* Exercise goal *
Look through the lines below for the word "shadow", and copy every line that has it.

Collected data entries
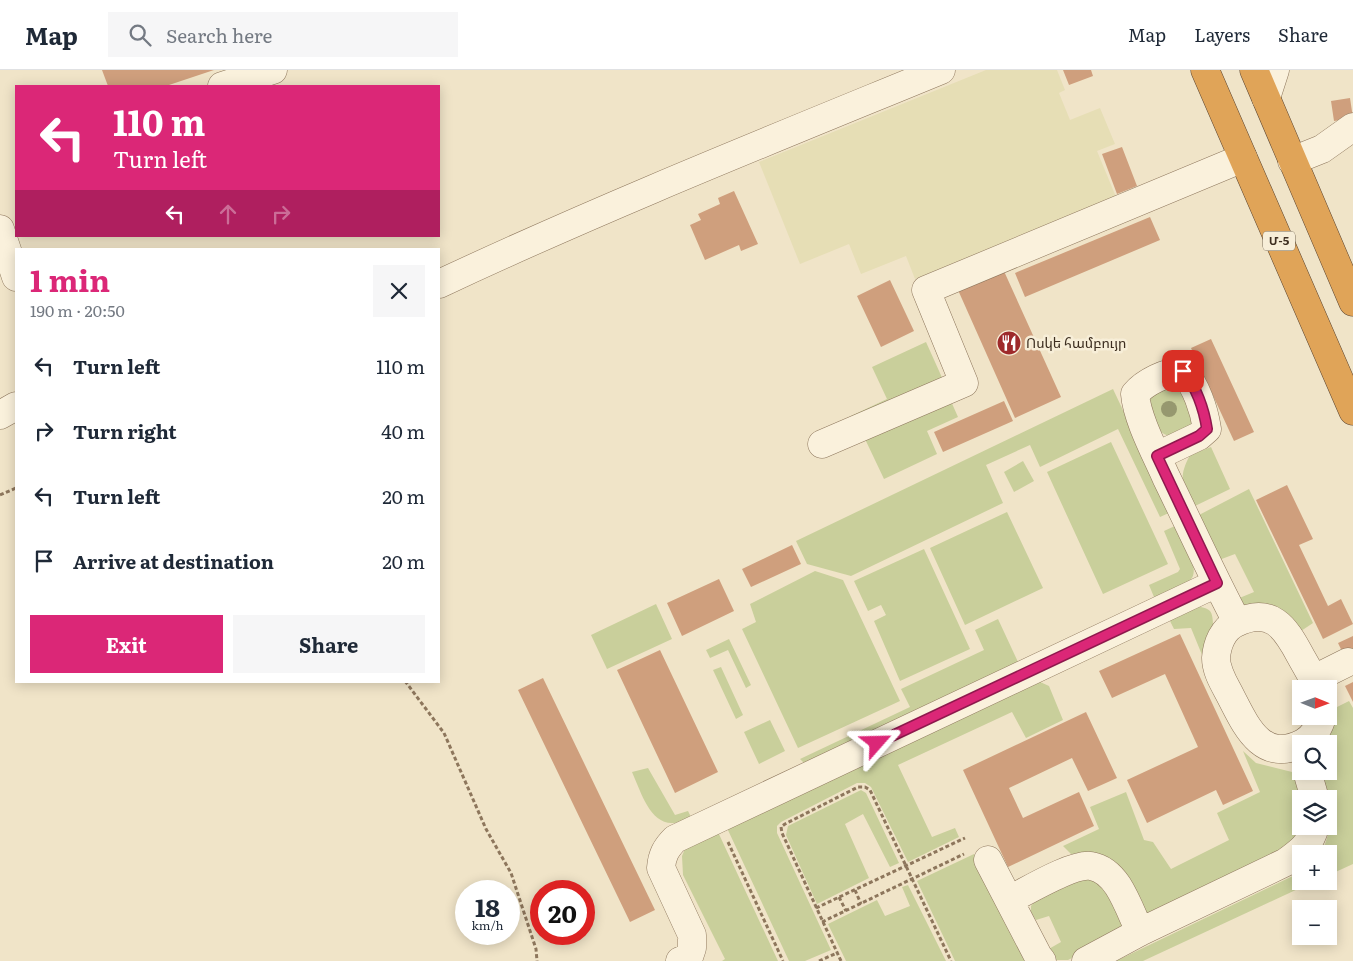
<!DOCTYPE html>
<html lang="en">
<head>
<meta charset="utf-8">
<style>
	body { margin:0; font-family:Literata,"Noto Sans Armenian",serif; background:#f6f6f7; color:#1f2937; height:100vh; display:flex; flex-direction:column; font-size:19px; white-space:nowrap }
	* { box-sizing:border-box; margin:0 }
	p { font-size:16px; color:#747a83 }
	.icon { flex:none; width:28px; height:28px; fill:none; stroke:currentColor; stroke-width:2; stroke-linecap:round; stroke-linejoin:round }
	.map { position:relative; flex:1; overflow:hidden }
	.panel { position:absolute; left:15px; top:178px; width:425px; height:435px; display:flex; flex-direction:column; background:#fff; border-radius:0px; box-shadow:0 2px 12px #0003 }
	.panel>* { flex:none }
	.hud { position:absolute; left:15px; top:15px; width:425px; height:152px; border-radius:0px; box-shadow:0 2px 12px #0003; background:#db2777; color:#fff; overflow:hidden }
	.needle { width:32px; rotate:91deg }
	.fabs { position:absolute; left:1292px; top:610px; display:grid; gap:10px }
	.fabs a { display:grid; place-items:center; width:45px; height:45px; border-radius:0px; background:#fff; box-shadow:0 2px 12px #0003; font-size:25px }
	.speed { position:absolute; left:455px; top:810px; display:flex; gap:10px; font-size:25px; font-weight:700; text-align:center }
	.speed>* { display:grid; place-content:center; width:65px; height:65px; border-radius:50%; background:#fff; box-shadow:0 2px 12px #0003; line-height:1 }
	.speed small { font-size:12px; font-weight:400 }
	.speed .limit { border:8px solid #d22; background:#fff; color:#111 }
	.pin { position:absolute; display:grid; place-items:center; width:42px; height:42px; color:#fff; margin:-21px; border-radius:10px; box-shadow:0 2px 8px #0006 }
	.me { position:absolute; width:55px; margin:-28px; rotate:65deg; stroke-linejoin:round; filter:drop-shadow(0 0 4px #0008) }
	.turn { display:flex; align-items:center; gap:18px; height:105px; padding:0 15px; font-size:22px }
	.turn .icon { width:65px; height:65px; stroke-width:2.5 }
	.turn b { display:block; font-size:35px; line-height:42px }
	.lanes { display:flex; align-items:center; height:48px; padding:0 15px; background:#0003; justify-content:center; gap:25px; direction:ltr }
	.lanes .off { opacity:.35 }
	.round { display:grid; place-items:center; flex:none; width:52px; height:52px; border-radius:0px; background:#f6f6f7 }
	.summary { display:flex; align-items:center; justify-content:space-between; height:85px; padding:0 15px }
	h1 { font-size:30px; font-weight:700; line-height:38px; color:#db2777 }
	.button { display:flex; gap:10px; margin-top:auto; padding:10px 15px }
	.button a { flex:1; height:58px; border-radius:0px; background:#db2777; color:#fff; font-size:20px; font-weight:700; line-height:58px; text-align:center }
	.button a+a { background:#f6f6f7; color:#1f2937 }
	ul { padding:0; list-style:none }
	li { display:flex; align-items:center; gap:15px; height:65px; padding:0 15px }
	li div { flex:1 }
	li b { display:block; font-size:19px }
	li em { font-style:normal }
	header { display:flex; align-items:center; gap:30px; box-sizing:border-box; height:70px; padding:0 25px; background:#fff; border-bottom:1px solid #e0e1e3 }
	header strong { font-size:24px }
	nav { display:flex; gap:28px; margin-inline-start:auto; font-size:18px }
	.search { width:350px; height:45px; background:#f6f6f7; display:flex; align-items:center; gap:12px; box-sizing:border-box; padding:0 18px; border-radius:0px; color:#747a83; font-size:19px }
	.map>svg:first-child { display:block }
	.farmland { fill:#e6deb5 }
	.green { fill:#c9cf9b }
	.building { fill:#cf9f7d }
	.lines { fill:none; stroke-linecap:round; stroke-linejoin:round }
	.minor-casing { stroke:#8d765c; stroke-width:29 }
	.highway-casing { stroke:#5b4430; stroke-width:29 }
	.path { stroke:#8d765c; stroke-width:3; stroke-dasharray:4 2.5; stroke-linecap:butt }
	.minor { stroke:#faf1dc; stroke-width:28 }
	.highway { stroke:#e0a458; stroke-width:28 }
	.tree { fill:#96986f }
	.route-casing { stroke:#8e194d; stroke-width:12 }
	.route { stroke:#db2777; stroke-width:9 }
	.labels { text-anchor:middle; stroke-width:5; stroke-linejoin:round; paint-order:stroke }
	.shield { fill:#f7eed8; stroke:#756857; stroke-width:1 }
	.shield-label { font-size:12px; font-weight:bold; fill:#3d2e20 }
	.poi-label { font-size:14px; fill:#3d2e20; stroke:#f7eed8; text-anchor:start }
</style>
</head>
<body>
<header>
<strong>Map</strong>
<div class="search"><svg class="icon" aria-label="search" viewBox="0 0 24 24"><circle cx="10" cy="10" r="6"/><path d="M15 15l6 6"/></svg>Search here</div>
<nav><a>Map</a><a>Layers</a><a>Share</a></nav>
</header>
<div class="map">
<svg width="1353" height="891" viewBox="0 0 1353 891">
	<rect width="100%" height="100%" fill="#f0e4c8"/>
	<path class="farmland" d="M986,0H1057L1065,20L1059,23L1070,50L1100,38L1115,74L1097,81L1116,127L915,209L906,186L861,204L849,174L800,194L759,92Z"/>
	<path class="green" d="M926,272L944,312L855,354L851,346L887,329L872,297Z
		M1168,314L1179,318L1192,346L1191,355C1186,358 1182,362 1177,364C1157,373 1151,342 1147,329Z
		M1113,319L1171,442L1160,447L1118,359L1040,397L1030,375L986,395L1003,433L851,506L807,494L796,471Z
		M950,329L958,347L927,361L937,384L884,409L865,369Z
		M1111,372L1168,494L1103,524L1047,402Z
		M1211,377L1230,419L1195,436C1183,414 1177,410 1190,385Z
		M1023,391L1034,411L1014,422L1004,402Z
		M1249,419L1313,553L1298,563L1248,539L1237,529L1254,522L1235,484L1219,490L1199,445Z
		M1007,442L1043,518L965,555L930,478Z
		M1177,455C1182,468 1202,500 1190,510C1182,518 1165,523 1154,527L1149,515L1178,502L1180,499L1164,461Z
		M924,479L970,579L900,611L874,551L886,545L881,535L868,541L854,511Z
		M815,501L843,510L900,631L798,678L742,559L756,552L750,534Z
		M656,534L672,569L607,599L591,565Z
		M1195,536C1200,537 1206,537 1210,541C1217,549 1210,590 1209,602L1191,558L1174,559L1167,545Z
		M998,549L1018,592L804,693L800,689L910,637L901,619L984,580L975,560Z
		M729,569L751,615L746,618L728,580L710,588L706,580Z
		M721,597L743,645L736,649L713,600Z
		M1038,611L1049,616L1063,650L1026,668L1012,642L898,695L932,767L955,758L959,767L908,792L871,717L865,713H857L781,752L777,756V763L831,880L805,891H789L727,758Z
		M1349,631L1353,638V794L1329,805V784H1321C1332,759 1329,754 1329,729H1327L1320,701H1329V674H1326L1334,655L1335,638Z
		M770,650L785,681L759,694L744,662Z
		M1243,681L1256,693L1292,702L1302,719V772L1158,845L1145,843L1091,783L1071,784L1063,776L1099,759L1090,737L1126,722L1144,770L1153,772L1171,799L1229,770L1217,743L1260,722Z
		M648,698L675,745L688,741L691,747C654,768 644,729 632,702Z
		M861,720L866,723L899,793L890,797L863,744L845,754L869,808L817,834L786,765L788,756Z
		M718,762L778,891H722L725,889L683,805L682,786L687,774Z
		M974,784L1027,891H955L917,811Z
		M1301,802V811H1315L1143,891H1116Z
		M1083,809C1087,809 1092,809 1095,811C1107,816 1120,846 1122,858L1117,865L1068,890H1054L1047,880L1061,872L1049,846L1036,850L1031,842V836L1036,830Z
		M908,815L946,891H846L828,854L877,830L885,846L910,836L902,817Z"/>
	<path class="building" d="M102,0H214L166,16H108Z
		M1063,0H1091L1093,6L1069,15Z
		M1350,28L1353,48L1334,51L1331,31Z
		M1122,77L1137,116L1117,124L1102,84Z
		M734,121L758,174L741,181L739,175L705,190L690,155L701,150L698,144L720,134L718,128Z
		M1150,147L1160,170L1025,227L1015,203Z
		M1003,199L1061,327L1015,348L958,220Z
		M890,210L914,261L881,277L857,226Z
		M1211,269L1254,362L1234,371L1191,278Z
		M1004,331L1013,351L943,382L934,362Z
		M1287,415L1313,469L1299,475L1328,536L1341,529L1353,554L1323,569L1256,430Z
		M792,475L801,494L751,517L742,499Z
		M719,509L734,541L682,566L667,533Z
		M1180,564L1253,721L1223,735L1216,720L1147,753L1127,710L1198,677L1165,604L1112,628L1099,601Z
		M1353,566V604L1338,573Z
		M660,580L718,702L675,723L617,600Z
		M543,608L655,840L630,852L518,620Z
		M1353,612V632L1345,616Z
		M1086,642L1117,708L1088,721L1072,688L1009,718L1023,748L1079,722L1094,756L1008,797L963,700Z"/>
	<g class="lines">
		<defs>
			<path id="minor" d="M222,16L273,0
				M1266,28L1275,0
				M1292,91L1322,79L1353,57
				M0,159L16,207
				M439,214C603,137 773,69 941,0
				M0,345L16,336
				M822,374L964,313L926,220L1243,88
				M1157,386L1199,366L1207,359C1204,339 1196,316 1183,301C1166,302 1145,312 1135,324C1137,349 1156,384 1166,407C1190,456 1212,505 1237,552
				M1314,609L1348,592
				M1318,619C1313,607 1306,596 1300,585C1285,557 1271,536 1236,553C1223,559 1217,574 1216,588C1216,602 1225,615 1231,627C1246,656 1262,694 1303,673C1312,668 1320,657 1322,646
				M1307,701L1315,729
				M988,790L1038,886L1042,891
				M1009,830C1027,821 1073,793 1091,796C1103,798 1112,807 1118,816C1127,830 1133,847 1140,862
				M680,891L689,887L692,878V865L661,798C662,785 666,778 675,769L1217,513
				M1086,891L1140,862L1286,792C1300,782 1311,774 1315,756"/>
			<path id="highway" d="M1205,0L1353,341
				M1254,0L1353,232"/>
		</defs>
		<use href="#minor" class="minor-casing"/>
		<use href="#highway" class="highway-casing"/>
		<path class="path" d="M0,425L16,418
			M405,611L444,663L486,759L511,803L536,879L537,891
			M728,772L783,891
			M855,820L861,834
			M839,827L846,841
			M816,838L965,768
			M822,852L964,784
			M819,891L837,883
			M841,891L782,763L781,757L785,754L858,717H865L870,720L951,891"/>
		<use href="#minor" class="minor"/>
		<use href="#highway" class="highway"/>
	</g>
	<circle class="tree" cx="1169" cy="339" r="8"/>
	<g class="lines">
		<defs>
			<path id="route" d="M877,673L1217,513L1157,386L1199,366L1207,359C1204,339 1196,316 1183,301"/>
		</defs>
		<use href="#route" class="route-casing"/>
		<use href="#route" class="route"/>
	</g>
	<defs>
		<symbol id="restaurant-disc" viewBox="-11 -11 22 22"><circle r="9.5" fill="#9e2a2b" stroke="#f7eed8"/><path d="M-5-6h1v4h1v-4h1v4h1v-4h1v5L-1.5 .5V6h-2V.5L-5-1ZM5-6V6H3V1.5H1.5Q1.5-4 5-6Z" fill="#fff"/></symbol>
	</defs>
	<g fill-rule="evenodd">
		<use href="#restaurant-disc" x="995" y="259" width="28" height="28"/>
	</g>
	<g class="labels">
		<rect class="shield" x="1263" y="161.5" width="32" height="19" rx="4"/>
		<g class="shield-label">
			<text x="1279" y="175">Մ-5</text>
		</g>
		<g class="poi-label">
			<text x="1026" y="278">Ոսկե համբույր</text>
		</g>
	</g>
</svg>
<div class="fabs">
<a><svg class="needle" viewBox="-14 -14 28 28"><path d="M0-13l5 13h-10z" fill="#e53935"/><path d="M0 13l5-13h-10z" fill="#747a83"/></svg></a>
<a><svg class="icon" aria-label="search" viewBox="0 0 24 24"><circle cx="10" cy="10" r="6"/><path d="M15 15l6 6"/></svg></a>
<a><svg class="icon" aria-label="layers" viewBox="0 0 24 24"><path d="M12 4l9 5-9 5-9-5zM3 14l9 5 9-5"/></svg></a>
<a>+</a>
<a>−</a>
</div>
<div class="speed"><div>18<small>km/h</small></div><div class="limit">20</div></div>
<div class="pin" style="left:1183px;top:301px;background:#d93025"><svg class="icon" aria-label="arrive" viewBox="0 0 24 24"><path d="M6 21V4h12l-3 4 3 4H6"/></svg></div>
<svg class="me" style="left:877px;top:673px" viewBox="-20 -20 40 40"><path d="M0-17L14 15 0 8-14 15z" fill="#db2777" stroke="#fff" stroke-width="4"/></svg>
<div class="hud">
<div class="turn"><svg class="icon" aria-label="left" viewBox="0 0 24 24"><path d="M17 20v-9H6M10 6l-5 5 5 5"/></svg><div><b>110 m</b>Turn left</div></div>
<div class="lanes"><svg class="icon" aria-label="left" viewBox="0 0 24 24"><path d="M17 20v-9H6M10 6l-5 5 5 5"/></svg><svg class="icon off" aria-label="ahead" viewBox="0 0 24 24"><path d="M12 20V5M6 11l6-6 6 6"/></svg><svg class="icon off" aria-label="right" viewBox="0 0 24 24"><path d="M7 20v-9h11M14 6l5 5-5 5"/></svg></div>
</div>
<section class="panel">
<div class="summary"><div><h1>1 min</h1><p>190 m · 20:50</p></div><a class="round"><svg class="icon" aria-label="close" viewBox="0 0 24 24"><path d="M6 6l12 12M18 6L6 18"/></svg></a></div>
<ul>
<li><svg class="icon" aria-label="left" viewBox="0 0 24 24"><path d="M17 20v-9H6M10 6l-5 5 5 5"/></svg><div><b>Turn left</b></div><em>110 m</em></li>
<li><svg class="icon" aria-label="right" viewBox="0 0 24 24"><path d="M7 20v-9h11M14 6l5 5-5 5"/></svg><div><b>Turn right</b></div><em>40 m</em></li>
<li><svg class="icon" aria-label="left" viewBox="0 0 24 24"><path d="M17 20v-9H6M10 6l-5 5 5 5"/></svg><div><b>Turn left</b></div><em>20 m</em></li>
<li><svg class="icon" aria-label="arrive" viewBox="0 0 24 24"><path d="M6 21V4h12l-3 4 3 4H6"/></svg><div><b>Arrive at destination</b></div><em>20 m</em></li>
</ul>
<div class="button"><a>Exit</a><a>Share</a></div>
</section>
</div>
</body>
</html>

* Result for this exercise *
	.panel { position:absolute; left:15px; top:178px; width:425px; height:435px; display:flex; flex-direction:column; background:#fff; border-radius:0px; box-shadow:0 2px 12px #0003 }
	.hud { position:absolute; left:15px; top:15px; width:425px; height:152px; border-radius:0px; box-shadow:0 2px 12px #0003; background:#db2777; color:#fff; overflow:hidden }
	.fabs a { display:grid; place-items:center; width:45px; height:45px; border-radius:0px; background:#fff; box-shadow:0 2px 12px #0003; font-size:25px }
	.speed>* { display:grid; place-content:center; width:65px; height:65px; border-radius:50%; background:#fff; box-shadow:0 2px 12px #0003; line-height:1 }
	.pin { position:absolute; display:grid; place-items:center; width:42px; height:42px; color:#fff; margin:-21px; border-radius:10px; box-shadow:0 2px 8px #0006 }
	.me { position:absolute; width:55px; margin:-28px; rotate:65deg; stroke-linejoin:round; filter:drop-shadow(0 0 4px #0008) }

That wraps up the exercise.